We did not achieve our major goals of establishing online voter registration in Texas or requiring improved paper trail election equipment that would permit post-election audits. However, progress was made on the latter. The most negative efforts were defeated, and no major bills passed to decrease voter access. LWVTX testified in favor of 11 bills – 3 of those passed and were signed by the Governor. We testified in opposition to 3 bills – none of them passed! In addition to our testimony, we registered support for 24 bills – 10 passed and were sent to the Governor. All 10 made it off his desk and became law. LWVTX registered opposition to 13 bills and only 2 of them passed and were signed by the Governor.

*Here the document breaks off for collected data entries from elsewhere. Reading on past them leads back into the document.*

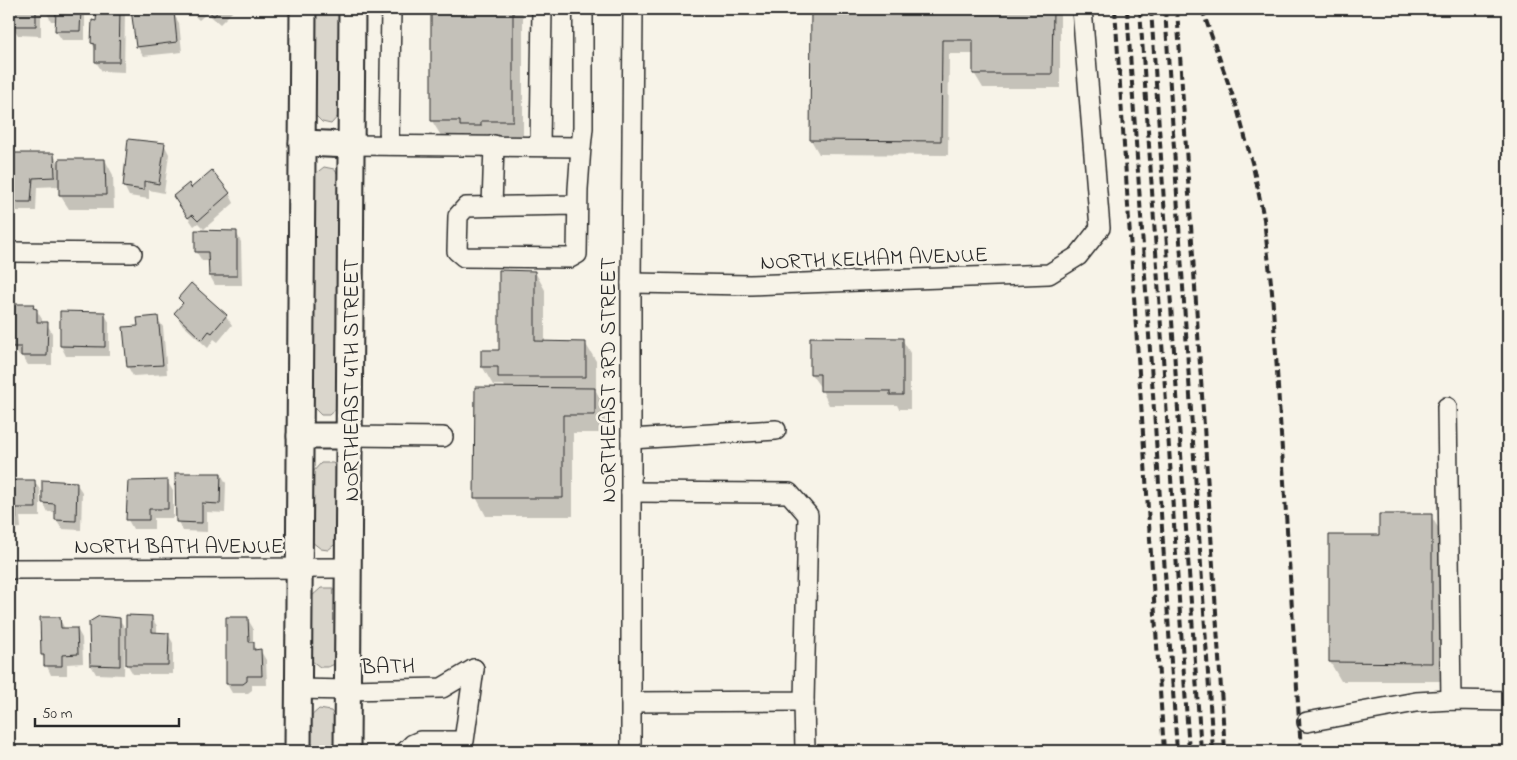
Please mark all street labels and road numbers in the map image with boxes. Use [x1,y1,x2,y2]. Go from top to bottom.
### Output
street label: NORTH KELHAM AVENUE [760,240,988,280]
street label: NORTHEAST 3RD STREET [594,257,626,503]
street label: NORTHEAST 4TH STREET [337,258,369,501]
street label: NORTH BATH AVENUE [74,532,284,564]
street label: BATH [360,652,415,684]

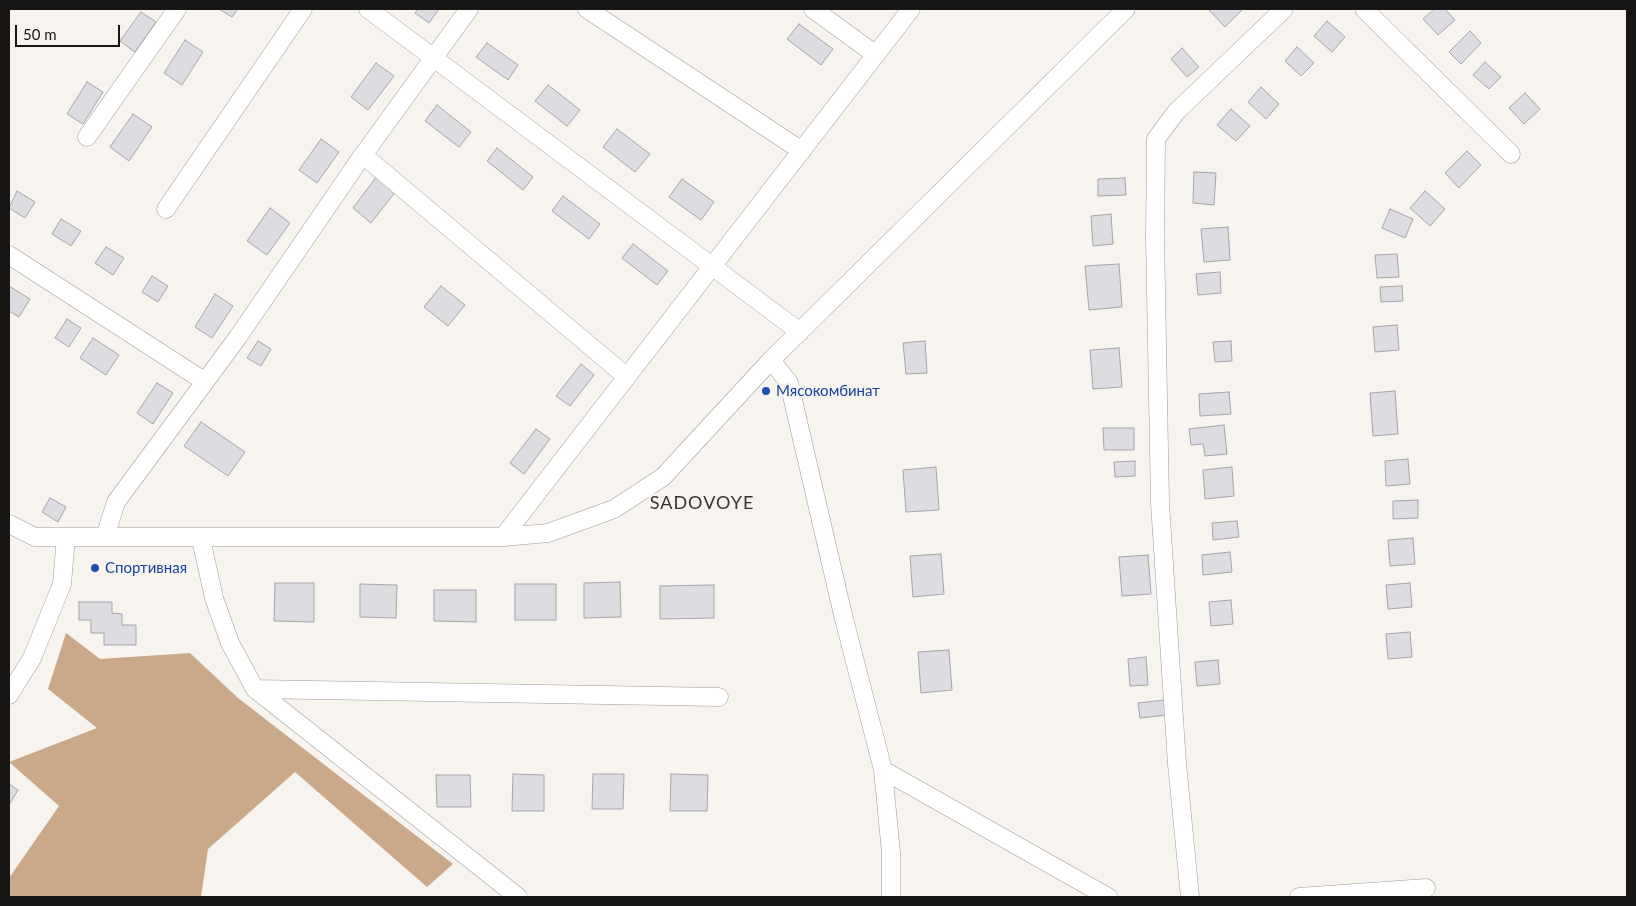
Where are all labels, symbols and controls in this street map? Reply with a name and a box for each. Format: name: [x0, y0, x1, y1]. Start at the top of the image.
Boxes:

In addition to procedural bills, we supported a budget rider that allows Texas to participate in the Electronic Registration Information Center (ERIC) process to improve the accuracy of our voter rolls and increase access to voter registration for all eligible citizens. ERIC is governed and managed by states who choose to join, and was formed in 2012 with assistance from The Pew Charitable Trusts. Participation requires expenditure of approximately $1.5 million to begin the membership. This session, Elections Committee Chair Stephanie Klick successfully inserted that amount in the budget and the Governor exercised no line item budget vetoes.
The demise of SB 9 in the House was a high point for League members and many other organizations and individuals. It included many of the proposals seen in previous sessions (and will likely be seen again in the 87th) to restrict voter access and establish or increase penalties for unintended errors. Other positive actions include passage of bills to greatly improve the county and Secretary of State websites by requiring more voter information (HB 933). Another new law requires improvements to county cybersecurity protection of voter registration lists and other election-related documents, systems and technology (HB 1421). Female candidates for office may now choose to run using any surname acquired by law or marriage on ballots (HB 2075), and there will be personalized auto license plates available that promote voter registration (HB 1130).
The most negative new law requires any temporary voting location in the early voting period to be open for the entire early voting period. In other words, eliminating temporary voting locations that have been so useful in urban and rural settings alike (HB 1888).